▶ _Work order_
In the entries below, filter for the word "compass" and copy every matching line.

Stored dataset items:
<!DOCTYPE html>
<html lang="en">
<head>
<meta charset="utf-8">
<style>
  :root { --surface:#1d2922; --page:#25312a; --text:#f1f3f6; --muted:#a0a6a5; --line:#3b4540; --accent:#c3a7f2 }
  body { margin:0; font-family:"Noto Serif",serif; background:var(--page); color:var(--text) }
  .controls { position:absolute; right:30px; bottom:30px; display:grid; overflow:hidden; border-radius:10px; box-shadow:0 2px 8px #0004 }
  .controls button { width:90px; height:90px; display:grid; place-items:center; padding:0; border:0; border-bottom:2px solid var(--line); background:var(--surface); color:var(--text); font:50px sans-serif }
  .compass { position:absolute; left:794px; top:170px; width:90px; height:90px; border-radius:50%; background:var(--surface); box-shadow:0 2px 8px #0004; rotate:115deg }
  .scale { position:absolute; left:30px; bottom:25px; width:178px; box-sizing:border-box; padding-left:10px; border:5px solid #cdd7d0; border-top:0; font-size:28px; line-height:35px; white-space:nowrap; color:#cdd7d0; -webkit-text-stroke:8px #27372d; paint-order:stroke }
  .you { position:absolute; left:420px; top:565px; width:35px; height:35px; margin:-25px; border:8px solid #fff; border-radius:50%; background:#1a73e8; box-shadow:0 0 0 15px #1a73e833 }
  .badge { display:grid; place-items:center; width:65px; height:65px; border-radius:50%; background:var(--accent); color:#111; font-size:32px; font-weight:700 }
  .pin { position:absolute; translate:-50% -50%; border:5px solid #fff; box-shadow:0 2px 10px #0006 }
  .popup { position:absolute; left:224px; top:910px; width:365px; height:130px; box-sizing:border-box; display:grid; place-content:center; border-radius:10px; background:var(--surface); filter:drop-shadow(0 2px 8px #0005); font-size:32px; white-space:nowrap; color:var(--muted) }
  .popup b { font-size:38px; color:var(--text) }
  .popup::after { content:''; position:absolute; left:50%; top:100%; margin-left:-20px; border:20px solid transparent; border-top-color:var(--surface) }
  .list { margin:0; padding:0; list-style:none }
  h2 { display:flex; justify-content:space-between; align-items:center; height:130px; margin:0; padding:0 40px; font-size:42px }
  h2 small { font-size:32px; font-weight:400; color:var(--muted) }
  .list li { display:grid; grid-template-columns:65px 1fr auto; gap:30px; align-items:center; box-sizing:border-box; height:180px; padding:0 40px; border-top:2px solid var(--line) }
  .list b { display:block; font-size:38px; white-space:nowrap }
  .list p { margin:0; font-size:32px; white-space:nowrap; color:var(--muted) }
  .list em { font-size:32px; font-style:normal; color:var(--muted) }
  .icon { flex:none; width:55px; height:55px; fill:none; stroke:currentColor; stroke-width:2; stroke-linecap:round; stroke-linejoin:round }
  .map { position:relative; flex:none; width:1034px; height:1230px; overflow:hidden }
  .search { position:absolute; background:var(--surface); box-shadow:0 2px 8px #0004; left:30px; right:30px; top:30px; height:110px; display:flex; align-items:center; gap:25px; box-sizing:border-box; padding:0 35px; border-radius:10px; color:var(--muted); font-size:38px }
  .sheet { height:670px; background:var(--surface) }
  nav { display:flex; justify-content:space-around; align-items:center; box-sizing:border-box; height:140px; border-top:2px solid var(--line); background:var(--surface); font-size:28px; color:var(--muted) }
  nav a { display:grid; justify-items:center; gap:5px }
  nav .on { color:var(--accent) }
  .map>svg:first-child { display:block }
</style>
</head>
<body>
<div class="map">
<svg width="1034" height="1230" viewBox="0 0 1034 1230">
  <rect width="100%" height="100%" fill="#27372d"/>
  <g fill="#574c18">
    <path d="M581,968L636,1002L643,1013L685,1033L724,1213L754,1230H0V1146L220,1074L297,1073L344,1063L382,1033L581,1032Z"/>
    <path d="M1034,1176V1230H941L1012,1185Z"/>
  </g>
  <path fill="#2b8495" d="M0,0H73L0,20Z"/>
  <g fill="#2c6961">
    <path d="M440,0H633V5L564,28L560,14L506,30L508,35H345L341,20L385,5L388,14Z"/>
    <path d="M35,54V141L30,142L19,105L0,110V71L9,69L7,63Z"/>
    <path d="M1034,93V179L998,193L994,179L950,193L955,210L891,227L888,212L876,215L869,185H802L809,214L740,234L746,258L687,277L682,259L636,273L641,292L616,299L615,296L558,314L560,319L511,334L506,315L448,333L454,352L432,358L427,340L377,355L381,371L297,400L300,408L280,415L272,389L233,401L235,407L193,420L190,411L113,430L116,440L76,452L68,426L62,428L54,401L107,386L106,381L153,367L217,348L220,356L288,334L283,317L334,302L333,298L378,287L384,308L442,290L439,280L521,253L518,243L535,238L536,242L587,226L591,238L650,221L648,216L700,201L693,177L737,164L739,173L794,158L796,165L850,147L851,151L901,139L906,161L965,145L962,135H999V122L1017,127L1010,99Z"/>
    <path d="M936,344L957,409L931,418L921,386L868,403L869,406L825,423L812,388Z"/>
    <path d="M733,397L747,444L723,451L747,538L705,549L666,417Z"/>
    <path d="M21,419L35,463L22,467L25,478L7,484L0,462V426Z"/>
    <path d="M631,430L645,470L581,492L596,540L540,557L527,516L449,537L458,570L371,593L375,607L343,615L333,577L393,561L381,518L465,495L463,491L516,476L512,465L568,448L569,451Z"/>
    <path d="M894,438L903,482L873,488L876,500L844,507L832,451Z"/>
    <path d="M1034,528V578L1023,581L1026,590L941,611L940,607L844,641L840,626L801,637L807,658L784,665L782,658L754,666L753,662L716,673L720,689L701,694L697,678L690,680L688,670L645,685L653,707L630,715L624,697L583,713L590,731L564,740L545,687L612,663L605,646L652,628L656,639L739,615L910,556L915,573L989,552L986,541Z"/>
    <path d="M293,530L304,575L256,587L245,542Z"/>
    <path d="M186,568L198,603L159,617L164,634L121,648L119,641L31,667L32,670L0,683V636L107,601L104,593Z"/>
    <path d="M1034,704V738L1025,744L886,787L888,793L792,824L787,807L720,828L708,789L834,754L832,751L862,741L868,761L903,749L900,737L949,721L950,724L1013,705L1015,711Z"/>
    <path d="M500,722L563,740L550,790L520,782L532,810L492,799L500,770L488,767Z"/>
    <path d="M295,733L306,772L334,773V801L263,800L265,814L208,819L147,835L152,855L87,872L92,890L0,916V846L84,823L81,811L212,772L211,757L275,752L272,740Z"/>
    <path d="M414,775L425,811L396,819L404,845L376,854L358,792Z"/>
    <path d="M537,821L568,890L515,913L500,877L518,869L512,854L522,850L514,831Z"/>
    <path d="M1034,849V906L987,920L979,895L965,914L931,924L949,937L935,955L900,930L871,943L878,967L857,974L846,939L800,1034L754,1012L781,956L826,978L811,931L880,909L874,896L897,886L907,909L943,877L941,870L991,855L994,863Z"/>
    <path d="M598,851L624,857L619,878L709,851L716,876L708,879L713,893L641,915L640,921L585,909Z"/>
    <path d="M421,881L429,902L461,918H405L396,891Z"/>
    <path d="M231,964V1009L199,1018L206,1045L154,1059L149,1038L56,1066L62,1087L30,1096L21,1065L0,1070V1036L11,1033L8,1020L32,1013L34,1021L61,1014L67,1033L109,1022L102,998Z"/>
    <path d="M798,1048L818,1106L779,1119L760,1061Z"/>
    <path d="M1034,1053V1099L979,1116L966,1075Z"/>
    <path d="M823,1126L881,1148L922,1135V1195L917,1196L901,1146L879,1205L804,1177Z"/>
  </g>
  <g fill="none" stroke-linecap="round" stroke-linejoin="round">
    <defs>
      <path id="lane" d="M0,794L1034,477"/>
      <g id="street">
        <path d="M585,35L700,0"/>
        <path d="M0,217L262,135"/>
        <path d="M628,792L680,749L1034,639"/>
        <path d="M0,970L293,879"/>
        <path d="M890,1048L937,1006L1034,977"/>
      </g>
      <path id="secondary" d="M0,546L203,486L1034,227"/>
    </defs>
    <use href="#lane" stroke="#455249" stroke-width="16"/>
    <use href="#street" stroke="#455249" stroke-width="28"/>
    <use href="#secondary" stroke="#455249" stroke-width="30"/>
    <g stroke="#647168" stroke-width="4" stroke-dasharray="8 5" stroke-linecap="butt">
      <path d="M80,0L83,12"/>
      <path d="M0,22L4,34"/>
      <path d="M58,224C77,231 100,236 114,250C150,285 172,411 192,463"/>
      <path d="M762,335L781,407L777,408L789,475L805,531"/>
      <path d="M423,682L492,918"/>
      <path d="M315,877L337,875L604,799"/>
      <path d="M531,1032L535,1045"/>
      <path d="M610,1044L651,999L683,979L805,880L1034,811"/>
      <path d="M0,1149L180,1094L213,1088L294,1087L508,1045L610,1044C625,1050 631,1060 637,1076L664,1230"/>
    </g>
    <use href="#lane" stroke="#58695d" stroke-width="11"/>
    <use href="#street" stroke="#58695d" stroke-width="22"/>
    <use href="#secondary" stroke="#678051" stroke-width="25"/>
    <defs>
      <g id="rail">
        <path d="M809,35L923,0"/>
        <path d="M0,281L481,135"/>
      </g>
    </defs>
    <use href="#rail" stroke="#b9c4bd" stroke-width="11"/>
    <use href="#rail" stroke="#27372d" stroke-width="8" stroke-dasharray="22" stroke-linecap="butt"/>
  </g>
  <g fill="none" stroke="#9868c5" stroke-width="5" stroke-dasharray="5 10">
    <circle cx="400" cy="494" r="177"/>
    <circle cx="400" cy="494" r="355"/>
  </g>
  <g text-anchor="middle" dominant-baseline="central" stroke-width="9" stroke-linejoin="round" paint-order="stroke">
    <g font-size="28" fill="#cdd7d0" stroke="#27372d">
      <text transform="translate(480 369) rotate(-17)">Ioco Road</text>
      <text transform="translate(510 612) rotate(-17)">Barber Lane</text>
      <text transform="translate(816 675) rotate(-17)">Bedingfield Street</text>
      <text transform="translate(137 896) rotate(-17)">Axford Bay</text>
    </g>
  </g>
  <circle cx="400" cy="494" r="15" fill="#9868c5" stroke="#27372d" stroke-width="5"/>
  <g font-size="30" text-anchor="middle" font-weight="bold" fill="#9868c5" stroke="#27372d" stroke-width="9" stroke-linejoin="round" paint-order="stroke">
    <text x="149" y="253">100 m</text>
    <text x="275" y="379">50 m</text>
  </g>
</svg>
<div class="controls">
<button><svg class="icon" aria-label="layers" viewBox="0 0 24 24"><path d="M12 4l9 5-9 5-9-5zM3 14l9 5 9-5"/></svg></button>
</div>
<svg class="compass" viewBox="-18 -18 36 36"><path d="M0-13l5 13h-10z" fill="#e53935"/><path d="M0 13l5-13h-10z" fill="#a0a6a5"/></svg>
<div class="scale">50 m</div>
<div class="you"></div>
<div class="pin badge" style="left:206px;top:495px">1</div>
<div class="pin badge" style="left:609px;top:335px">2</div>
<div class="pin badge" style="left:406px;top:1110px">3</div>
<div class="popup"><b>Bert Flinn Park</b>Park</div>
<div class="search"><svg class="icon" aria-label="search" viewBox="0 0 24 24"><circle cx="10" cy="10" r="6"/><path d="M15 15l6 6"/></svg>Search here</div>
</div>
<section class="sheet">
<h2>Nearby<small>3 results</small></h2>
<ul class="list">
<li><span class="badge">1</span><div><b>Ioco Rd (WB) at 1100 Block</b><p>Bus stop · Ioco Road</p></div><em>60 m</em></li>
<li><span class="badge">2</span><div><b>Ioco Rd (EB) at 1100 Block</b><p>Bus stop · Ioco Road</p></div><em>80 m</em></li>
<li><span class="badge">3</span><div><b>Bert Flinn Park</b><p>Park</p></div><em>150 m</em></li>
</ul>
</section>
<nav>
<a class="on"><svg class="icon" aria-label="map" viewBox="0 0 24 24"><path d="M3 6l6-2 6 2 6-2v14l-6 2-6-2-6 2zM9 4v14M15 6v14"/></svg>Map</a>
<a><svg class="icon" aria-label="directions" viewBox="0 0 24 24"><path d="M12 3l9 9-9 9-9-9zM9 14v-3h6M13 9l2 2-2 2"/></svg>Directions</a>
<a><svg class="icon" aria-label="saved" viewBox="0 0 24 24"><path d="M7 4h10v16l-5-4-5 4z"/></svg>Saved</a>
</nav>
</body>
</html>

▶ _Answer_
  .compass { position:absolute; left:794px; top:170px; width:90px; height:90px; border-radius:50%; background:var(--surface); box-shadow:0 2px 8px #0004; rotate:115deg }
<svg class="compass" viewBox="-18 -18 36 36"><path d="M0-13l5 13h-10z" fill="#e53935"/><path d="M0 13l5-13h-10z" fill="#a0a6a5"/></svg>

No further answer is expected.